If f^2 = f then the space is a direct sum of the kernel and image of f

yes, i didnt know there was a different interpretation lol

pretty sure the question was trivial intersection implies direct sum

Yes, but I cannot understand your first interpretation of my question.

Wait umm I think I’m missing a condition on my statement

I think my question has only one interpretation.

yea

well anyway, you can just throw rank nullity at it and you get your answer

choose a basis for the kernel and a basis for the image. then combining them will give you a set of linearly independent vectors

and they will add up to the dimension of your space

How can we show that such a union spans the whole space?

like, the only thing you have to convince yourself of is that their direct sum is the entire space but that just follows from rank nullity

its just by dimension

dim V = dim (ker T) + dim (im T)

the direct sum will be a subspace of V with the same dimension as V

so it is V

And since their intersection is zero, they must be independent.

yea

Ok. Thanks. Can you give a counterexample for infinite-dimensional case?

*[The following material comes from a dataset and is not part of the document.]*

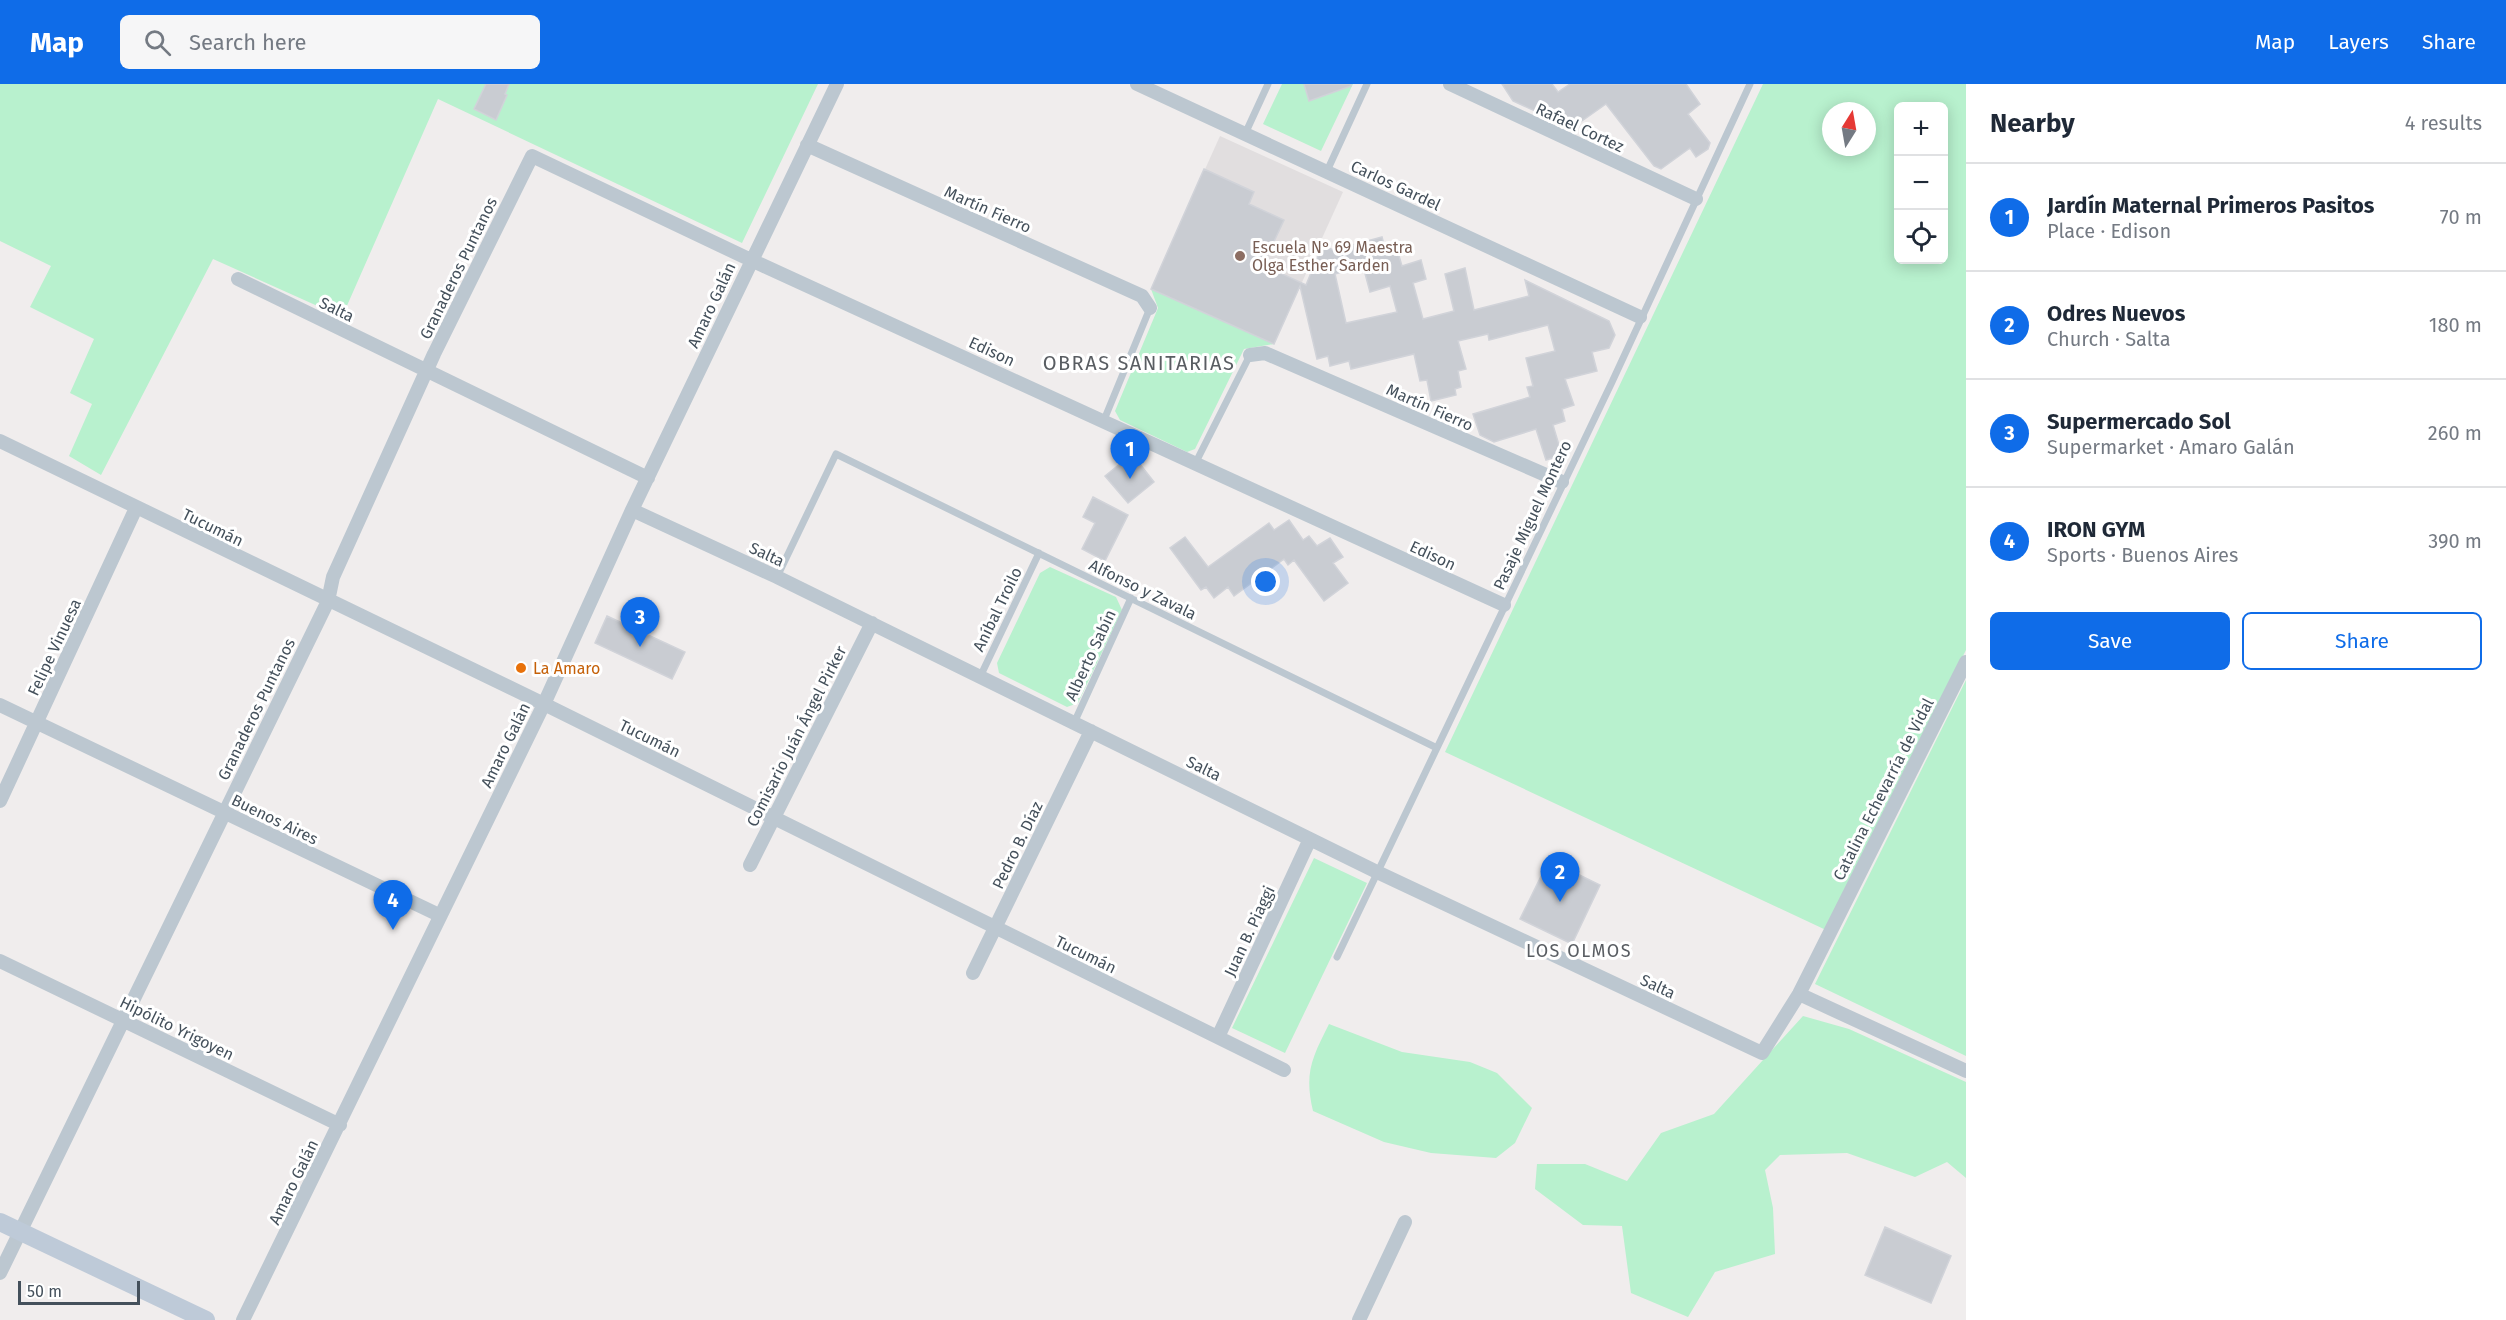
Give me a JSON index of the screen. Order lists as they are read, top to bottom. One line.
{"streets":{"street":["Rafael Cortez","Carlos Gardel","Martín Fierro","Granaderos Puntanos","Amaro Galán","Salta","Edison","Tucumán","Felipe Vinuesa","Comisario Juán Ángel Pirker","Catalina Echevarría de Vidal","Buenos Aires","Pedro B. Díaz","Juan B. Piaggi","Hipólito Yrigoyen"],"lane":["Pasaje Miguel Montero","Alfonso y Zavala","Aníbal Troilo","Alberto Sabín"]},"crossings":[["Rafael Cortez","Pasaje Miguel Montero"],["Carlos Gardel","Pasaje Miguel Montero"],["Martín Fierro","Amaro Galán"],["Martín Fierro","Pasaje Miguel Montero"],["Granaderos Puntanos","Salta"],["Granaderos Puntanos","Edison"],["Granaderos Puntanos","Tucumán"],["Granaderos Puntanos","Buenos Aires"],["Granaderos Puntanos","Hipólito Yrigoyen"],["Amaro Galán","Salta"],["Amaro Galán","Edison"],["Amaro Galán","Tucumán"],["Amaro Galán","Buenos Aires"],["Amaro Galán","Hipólito Yrigoyen"],["Salta","Pasaje Miguel Montero"],["Salta","Alfonso y Zavala"],["Salta","Aníbal Troilo"],["Salta","Alberto Sabín"],["Salta","Comisario Juán Ángel Pirker"],["Salta","Catalina Echevarría de Vidal"],["Salta","Pedro B. Díaz"],["Salta","Juan B. Piaggi"],["Edison","Pasaje Miguel Montero"],["Pasaje Miguel Montero","Alfonso y Zavala"],["Tucumán","Felipe Vinuesa"],["Tucumán","Comisario Juán Ángel Pirker"],["Tucumán","Pedro B. Díaz"],["Tucumán","Juan B. Piaggi"],["Alfonso y Zavala","Aníbal Troilo"],["Alfonso y Zavala","Alberto Sabín"],["Felipe Vinuesa","Buenos Aires"]],"districts":["OBRAS SANITARIAS","LOS OLMOS"],"places":["Escuela N° 69 Maestra Olga Esther Sarden","La Amaro"],"scale_bar":"50 m","north":"top","page":{"header":"Map","search":"Search here","nav":["Map","Layers","Share"],"heading":["Nearby","4 results"],"map_buttons":["+","−"],"list":[{"mark":"1","name":"Jardín Maternal Primeros Pasitos","note":"Place · Edison","value":"70 m"},{"mark":"2","name":"Odres Nuevos","note":"Church · Salta","value":"180 m"},{"mark":"3","name":"Supermercado Sol","note":"Supermarket · Amaro Galán","value":"260 m"},{"mark":"4","name":"IRON GYM","note":"Sports · Buenos Aires","value":"390 m"}],"pins":["1","3","2","4"],"buttons":["Save","Share"],"scale":"50 m"}}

the trivial intersection tells you already that their sum is a direct sum and their dimensions add up, and then rank nullity tells you that that the dimension of the direct sum is the same as that of the entire space

thats just all you need

the only thing that can "break" is rank-nullity in the infinite dimensional case

you cant use that argument like that anymore

Ok. But, is there any counterexample?

probably but i would have to think about it lol

There might not be. You’ll still have an equality between the cardinality of their dimensions, and that’s all you need

thats not how that applies tho

cardinal arithmetic isnt the same

Explain?

Rank-nullity is not true for infinite-dimensional case?

when a + b = max{a,b} then you cant count in the same way as with naturals

rank nullity is still true

you just dont add up infinities like naturals

So, why can we not use your already-mentioned argument for a proof for infinite-dimensional case?

you can still follow the proof of the rank nullity theorem

im not saying we should add up infinities like naturals...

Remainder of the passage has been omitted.